Eventually I was going to have to mention that I work at Samuel French. SF is a play publisher and licensing house.  This means that theaters, churches or schools apply to us for performance rights for any of the titles in our catalogue.  Recently we were astonished when a public school in New York City (less than a mile from Broadway) was approved to perform La Cage Aux Folles.

We were suprised not only someone so near would be approved, not only that a school with kids aged 7-12 was doing La Cage,  But also …because it was school for children with special needs.  All of my office mates wanted to go, but I was really torn from the beginning. I wanted to absolutely make sure that we weren’t attending in a mean spirited way.  I went.

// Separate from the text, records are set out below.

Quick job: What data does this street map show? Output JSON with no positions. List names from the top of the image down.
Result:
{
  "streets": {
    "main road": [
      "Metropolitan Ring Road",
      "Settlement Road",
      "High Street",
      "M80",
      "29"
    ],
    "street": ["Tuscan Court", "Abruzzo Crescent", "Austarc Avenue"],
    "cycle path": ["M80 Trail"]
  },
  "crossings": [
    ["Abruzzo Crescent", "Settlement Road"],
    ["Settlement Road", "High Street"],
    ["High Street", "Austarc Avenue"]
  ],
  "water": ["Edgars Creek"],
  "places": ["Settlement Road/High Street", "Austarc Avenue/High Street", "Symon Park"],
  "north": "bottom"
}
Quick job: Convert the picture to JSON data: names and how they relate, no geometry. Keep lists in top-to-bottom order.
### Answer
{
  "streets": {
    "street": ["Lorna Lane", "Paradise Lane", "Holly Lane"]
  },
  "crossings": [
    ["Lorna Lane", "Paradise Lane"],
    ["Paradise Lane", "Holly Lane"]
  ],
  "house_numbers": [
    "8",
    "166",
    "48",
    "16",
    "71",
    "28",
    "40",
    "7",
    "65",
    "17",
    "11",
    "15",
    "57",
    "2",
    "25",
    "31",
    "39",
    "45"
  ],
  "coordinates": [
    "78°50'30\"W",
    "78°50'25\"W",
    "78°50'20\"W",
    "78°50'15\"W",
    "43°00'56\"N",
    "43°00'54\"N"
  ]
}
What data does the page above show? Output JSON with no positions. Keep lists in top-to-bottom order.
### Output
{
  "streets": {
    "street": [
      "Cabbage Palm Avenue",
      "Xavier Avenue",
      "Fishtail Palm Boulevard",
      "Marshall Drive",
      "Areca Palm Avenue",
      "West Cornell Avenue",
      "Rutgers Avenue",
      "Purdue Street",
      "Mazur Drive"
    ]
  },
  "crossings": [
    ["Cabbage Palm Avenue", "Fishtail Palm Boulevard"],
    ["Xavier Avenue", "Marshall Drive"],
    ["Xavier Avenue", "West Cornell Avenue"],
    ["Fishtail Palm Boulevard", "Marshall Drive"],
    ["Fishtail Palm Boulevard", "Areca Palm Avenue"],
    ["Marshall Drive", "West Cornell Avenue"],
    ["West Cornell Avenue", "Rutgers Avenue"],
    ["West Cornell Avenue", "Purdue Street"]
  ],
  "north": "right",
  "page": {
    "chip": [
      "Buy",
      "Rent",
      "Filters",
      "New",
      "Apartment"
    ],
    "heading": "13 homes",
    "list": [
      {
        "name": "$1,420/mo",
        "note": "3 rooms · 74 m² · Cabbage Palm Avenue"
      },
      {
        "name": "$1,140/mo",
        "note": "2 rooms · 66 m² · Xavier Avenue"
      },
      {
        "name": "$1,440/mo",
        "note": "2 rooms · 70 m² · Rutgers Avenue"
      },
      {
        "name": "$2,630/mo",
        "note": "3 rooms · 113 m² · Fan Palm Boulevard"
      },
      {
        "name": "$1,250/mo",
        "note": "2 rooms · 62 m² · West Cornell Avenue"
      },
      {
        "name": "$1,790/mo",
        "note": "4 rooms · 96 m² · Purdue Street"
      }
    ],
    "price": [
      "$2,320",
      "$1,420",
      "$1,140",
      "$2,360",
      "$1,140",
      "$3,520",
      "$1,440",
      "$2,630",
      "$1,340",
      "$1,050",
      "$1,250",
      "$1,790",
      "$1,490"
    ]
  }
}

Before the curtain the director made a very impassioned speech at the beginning explaining to the roomful of parents WHY she had chosen to do La Cage aux Folles with Middle-School kids. She spoke out against gay slurs and general intolerance of difference. After a short scene inwhich young kids simulated calling each other fags on the playground the director resumed her talk, and explained that her greatest gift to these children would be to teach them that EVERYONE operates differently, but that doesn’t mean that ANYONE is less.

I was really moved by how she pulled everything together and later on I was really effected by the 12 year old boy from a special needs school singing I am what I am…but I did laugh. a lot.  Not at the kids, but at the show itself.  This school and changed, rearranged, added and cut and insane amount of material.  To give you a slight idea…here is the songlist from the evening:

We Are Family*
Speechless**
The Way you Make Me Feel**
With You on my Arm***
Human Nature**
I Am What I am***

Intermission

Bad**
Look Over There***
ABC****
Best of Times is Now***
Papparazzi*****
We Are Family (Reprise)*
I Am What I Am (Reprise)***
Human Nature (Reprise)**

KEY for Song credit:
*Pointer Sisters
**Michael Jackson
***Jerry Herman (the creator of La Cage Aux Folles)
****The Jackson 5
*****Lady Gaga

This show was hysterical. Aside from the fact that the whole show ended with the a reprise of Michael Jackson’s Human Nature, I most enjoyed “ABC” which was actually sung outside the story arc of La Cage by a student who was was discontent with the casting of “spring play twenty-ten” and wanted a solo although cast in the ensemble.  this was all explained in the preceding monologue.  How Meta!